Considering all the years of commentary on my name, then, it was fairly natural for me, when I began writing, to jump to creation of a pseudonym: Evan Koenig.  “Evan” hails to the Gaelic portion of my mother’s ancestry, and “Koenig,” being the German version of “King,” is a nod toward my father’s roots.  Sounds good, right?

Only, it didn’t work.  I wrote an article and published a web site and, for a while, did a blog under that name.  My first novel was queried as Evan Koenig, too.  My friends and family all asked, “Evan who?”  The only substantive response was from a few agents, who all gave me feedback to the effect of “why don’t you just use your real name?”  Thus, once I made the decisions to go small pub and then Indie, I scrapped the pen name and used my middle initial to differentiate, hoping that the fans of the author of Carrie, et al, would recognize the difference, and that my own numerous and loving fans (who, I was sure, would materialize at any moment) would also appreciate knowing me by my own name.

After all, I’m hardly the only Stephen King out there.  There used to exist a web site dedicated to all of us named similarly to the great author; the URL was www.beingstephenking.com.  I spent hours reading comments from all the other guys who shared the immediate name recognition.  Later, after I’d published my first book on Amazon, I did a search for “Stephen H. King” as an author and found that I’m not even the first one published under that name.  Nor, I must add, is Evan Koenig all that unique.  In fact, every idea I had for a pseudonym had already been taken by someone else.  Darn them!

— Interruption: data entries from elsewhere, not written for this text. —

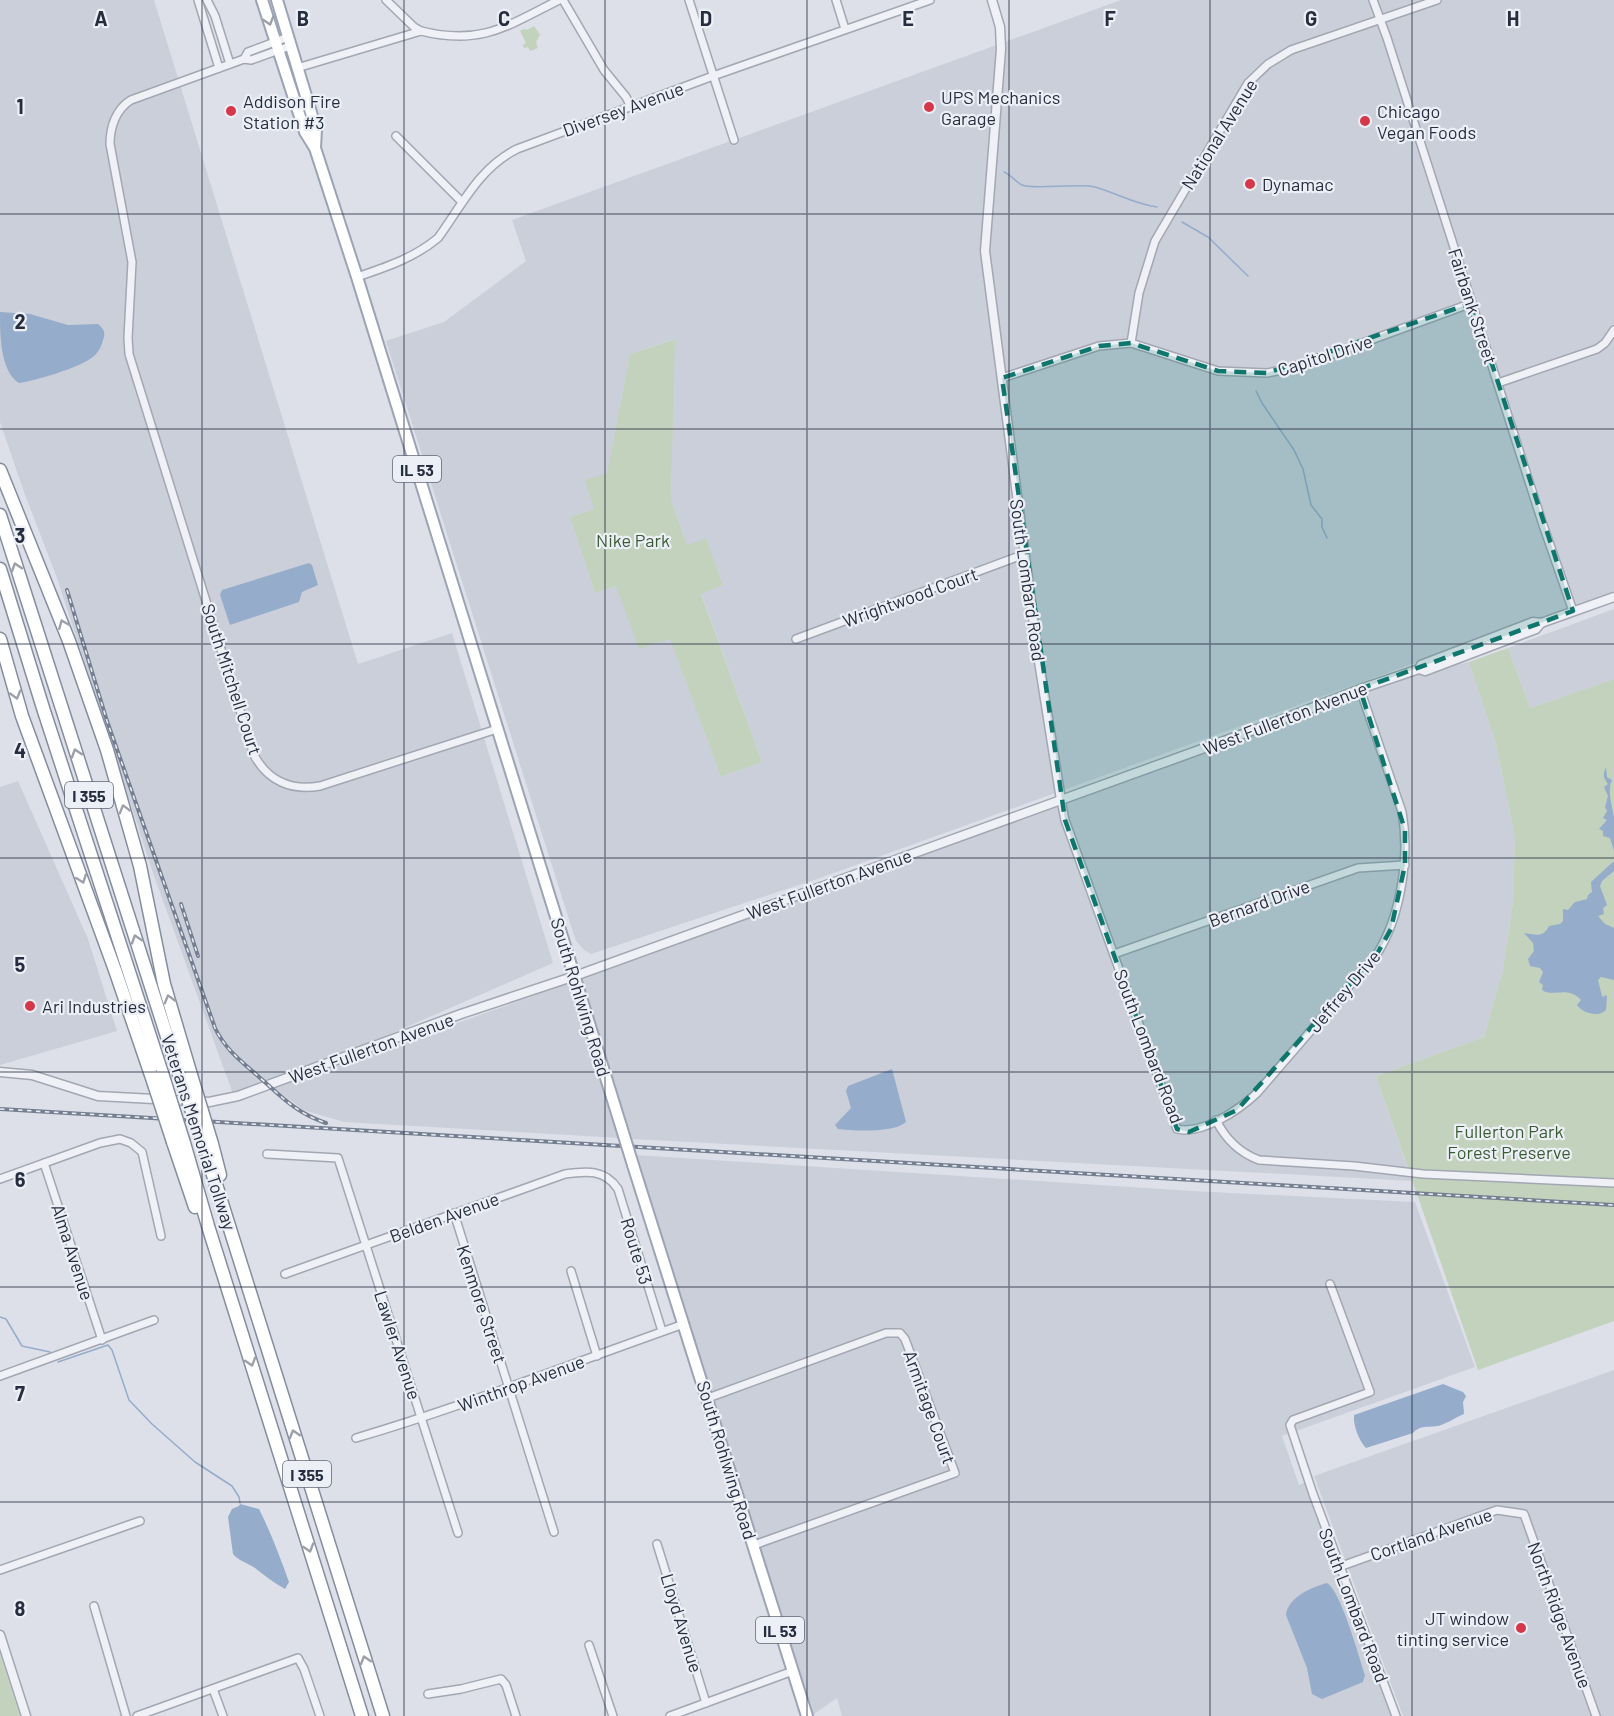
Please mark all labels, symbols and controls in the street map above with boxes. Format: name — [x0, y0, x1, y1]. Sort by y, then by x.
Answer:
text: A — [94, 6, 108, 30]
text: B — [297, 6, 309, 30]
text: C — [498, 6, 510, 30]
text: D — [700, 6, 712, 30]
text: E — [902, 6, 914, 30]
text: F — [1104, 6, 1116, 30]
text: G — [1305, 6, 1317, 30]
text: H — [1507, 6, 1519, 30]
one-way arrow — [262, 15, 274, 26]
street label: National Avenue — [1176, 75, 1262, 193]
street label: Diversey Avenue — [559, 77, 687, 141]
place label: UPS Mechanics Garage — [941, 86, 1060, 129]
place label: Addison Fire Station #3 — [243, 90, 341, 133]
text: 1 — [16, 94, 24, 118]
marker: UPS Mechanics Garage — [922, 100, 936, 114]
place label: Chicago Vegan Foods — [1377, 100, 1476, 143]
marker: Addison Fire Station #3 — [224, 104, 238, 118]
marker: Chicago Vegan Foods — [1358, 114, 1372, 128]
place label: Dynamac — [1262, 173, 1334, 195]
marker: Dynamac — [1243, 177, 1257, 191]
street label: Fairbank Street — [1444, 245, 1502, 367]
text: 2 — [14, 309, 26, 333]
street label: Capitol Drive — [1275, 329, 1375, 381]
road number: IL 53 — [393, 456, 441, 482]
street label: South Lombard Road — [1006, 498, 1050, 662]
text: 3 — [15, 523, 25, 547]
park label: Nike Park — [596, 529, 670, 551]
one-way arrow — [11, 562, 24, 573]
street label: Wrightwood Court — [839, 562, 981, 632]
street label: South Mitchell Court — [197, 601, 267, 757]
one-way arrow — [57, 620, 70, 630]
street label: West Fullerton Avenue — [1200, 677, 1370, 759]
one-way arrow — [9, 689, 21, 700]
text: 4 — [14, 738, 26, 762]
one-way arrow — [70, 748, 83, 759]
road number: I 355 — [65, 782, 113, 808]
one-way arrow — [119, 804, 131, 815]
street label: West Fullerton Avenue — [743, 844, 915, 924]
one-way arrow — [74, 873, 87, 883]
street label: Bernard Drive — [1205, 874, 1313, 932]
street label: South Rohlwing Road — [546, 915, 616, 1079]
one-way arrow — [130, 934, 143, 945]
street label: Jeffrey Drive — [1303, 945, 1385, 1037]
text: 5 — [15, 952, 26, 976]
street label: South Lombard Road — [1109, 966, 1189, 1126]
one-way arrow — [164, 994, 176, 1005]
place label: Ari Industries — [42, 995, 146, 1017]
marker: Ari Industries — [23, 999, 37, 1013]
street label: West Fullerton Avenue — [285, 1008, 457, 1088]
street label: Veterans Memorial Tollway — [157, 1031, 241, 1233]
park label: Fullerton Park Forest Preserve — [1447, 1120, 1571, 1163]
text: 6 — [15, 1167, 26, 1191]
street label: Belden Avenue — [386, 1187, 502, 1247]
street label: Alma Avenue — [47, 1201, 99, 1303]
street label: Route 53 — [616, 1215, 658, 1287]
street label: Kenmore Street — [452, 1242, 512, 1366]
street label: Lawler Avenue — [370, 1288, 426, 1402]
street label: Armitage Court — [899, 1347, 961, 1467]
street label: Winthrop Avenue — [455, 1350, 587, 1416]
one-way arrow — [244, 1356, 256, 1367]
street label: South Rohlwing Road — [692, 1378, 762, 1542]
text: 7 — [15, 1381, 25, 1405]
one-way arrow — [289, 1429, 301, 1440]
road number: I 355 — [283, 1461, 331, 1487]
street label: Cortland Avenue — [1367, 1503, 1495, 1565]
street label: South Lombard Road — [1314, 1525, 1394, 1685]
street label: North Ridge Avenue — [1523, 1539, 1597, 1691]
one-way arrow — [302, 1542, 314, 1553]
street label: Lloyd Avenue — [657, 1571, 707, 1675]
text: 8 — [15, 1596, 26, 1620]
place label: JT window tinting service — [1397, 1607, 1509, 1650]
road number: IL 53 — [756, 1617, 804, 1643]
marker: JT window tinting service — [1514, 1621, 1528, 1635]
one-way arrow — [360, 1655, 372, 1666]

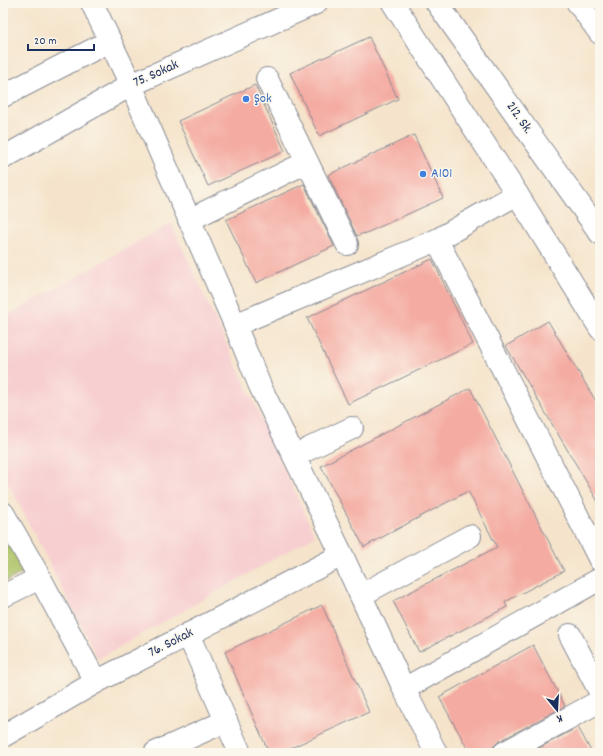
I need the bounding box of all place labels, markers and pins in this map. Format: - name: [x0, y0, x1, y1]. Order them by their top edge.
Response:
- place label: Şok: [254, 89, 272, 109]
- marker: Şok: [241, 94, 251, 104]
- place label: A101: [431, 164, 452, 184]
- marker: A101: [418, 169, 428, 179]

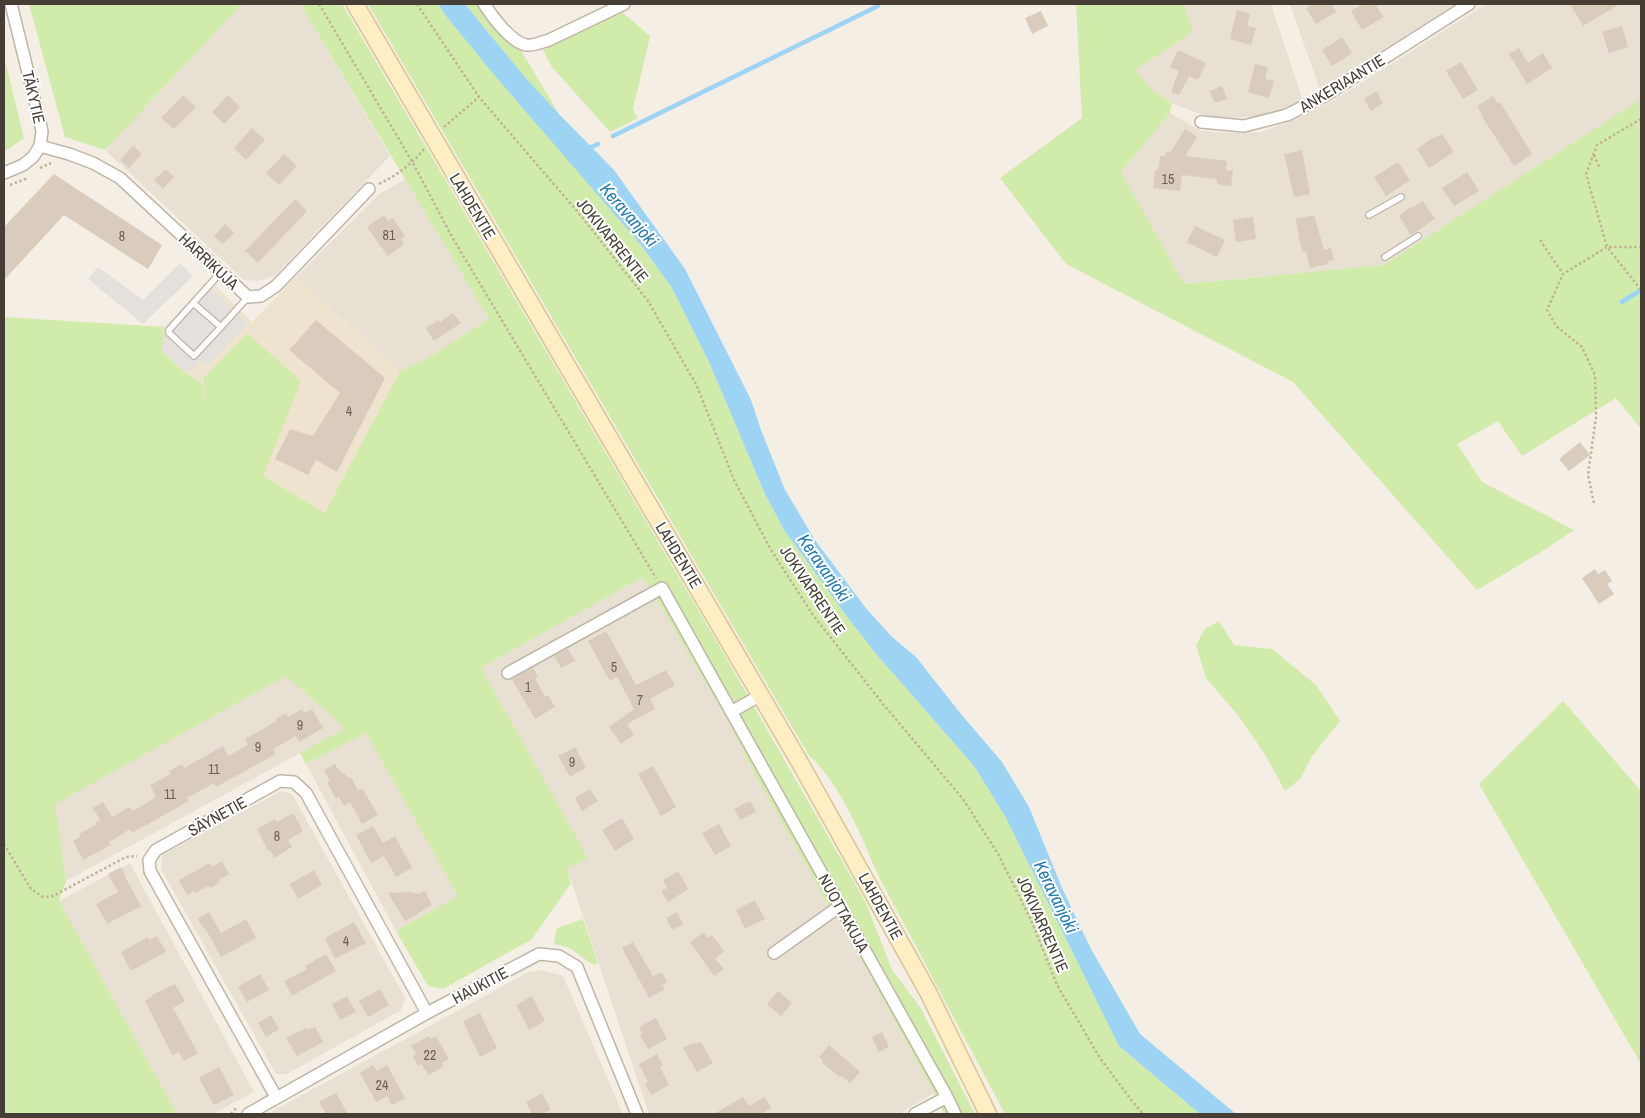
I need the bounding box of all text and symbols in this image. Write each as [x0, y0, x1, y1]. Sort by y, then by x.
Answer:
street label: ANKERIAANTIE [1294, 49, 1389, 118]
street label: TÄKYTIE [17, 68, 51, 126]
street label: LAHDENTIE [445, 169, 501, 243]
house number: 15 [1162, 170, 1174, 188]
water label: Keravanjoki [594, 177, 664, 252]
street label: JOKIVARRENTIE [572, 193, 654, 287]
house number: 81 [383, 226, 396, 244]
house number: 8 [119, 227, 125, 245]
street label: HARRIKUJA [174, 228, 244, 295]
house number: 4 [346, 402, 353, 420]
street label: LAHDENTIE [651, 518, 707, 592]
water label: Keravanjoki [792, 529, 857, 607]
street label: JOKIVARRENTIE [775, 541, 851, 639]
house number: 5 [611, 658, 617, 676]
house number: 1 [525, 678, 532, 696]
house number: 7 [637, 691, 643, 709]
house number: 9 [297, 716, 303, 734]
house number: 9 [255, 738, 261, 756]
house number: 9 [569, 753, 575, 771]
house number: 11 [208, 760, 221, 778]
house number: 11 [164, 785, 177, 803]
street label: SÄYNETIE [184, 791, 250, 841]
house number: 8 [274, 827, 280, 845]
water label: Keravanjoki [1028, 856, 1085, 937]
street label: LAHDENTIE [854, 868, 908, 944]
street label: NUOTTAKUJA [813, 870, 875, 956]
street label: JOKIVARRENTIE [1012, 872, 1074, 976]
house number: 4 [343, 932, 350, 950]
street label: HAUKITIE [448, 961, 512, 1009]
house number: 22 [424, 1046, 436, 1064]
house number: 24 [376, 1076, 389, 1094]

So why use one at all, I thought.

Six months later, I’m not convinced one way or another.  As an Indie author, my first sales and publicity were through my friends on Facebook and the two or three people who’d acquiesced to following me on Twitter.  They were the ones who convinced me in the first place to go with my real name, mostly by their lack of response to a name they didn’t know.  Looking back at it after gaining a skosh of experience, I realize that, as a newbie who was working a very demanding day job and trying to write books at night, there’s just simply no way to have reasonably expected an effective re-branding to happen.

That’s a key lesson, I think, for new Indies.  Assuming that you, like I, belong in the set of people referred to as “mere mortals,” your start will be slow, at first.  You won’t sell many books to strangers, at first.  Your friends list probably contains people who enjoy reading the same books as you, which in turn determined the kind of book that you wrote, at first.  Guess where your key market, then, is—at first?  Start with that, and keep in mind that your friends know you by your name, rather than by a name that you made up.  At first.

It does have its down side, of course.  I’ve been ridiculed for using my own name (in an event that, curiously enough, increased my Twitter following by over 20% and doubled my sales, so I have to ask myself if that was entirely bad).  I’ve had someone close to me ask why I was okay with people buying my book under false pretense (I’m not—I’ve always believed, even from before I went to West Point, that honesty is a vital part of my being—so the suggestion felt like a dagger).  The name issue also brings the “Returns” column in Amazon to a whole new level of meaning to me; every time I see that number increment I wonder if it was someone who bought the book thinking it was by another, much more famous, guy.

And now I look to branch into other genres, while I continue writing fantasy at the same time.  Do I, now that I know much more about the process than I did six months ago, go with the ever-present wisdom and use a different name for a (significantly) different genre, or do I continue being TOSK, The Other Stephen King, aka Stephen H. King?

For the first genre switch, the answer must be no.  I’m using my own name for fantasy already, and with non-fiction it’s kind of normal for authors to use their real name, so it looks like I’ll use the same name for both genres there.  Dr. Stephen H. King it must be, then.

So, fast-forwarding to the time when my works in progress are done, I’ll have already broken the rule by having two genres under the same name.  Do I also, then, go wild and crazy in my radical un-conventionalism (*smirk*) and publish a romance book in the same brand?

Readers, what are your thoughts?  If you saw an author’s name you recognized and liked from one genre, would you be more or less likely to try that author’s work in a completely different genre?  What is it about a writer’s unique voice in, say, fantasy, that would make you want to read, or conversely not want to read, that writer’s voice in, say, romance?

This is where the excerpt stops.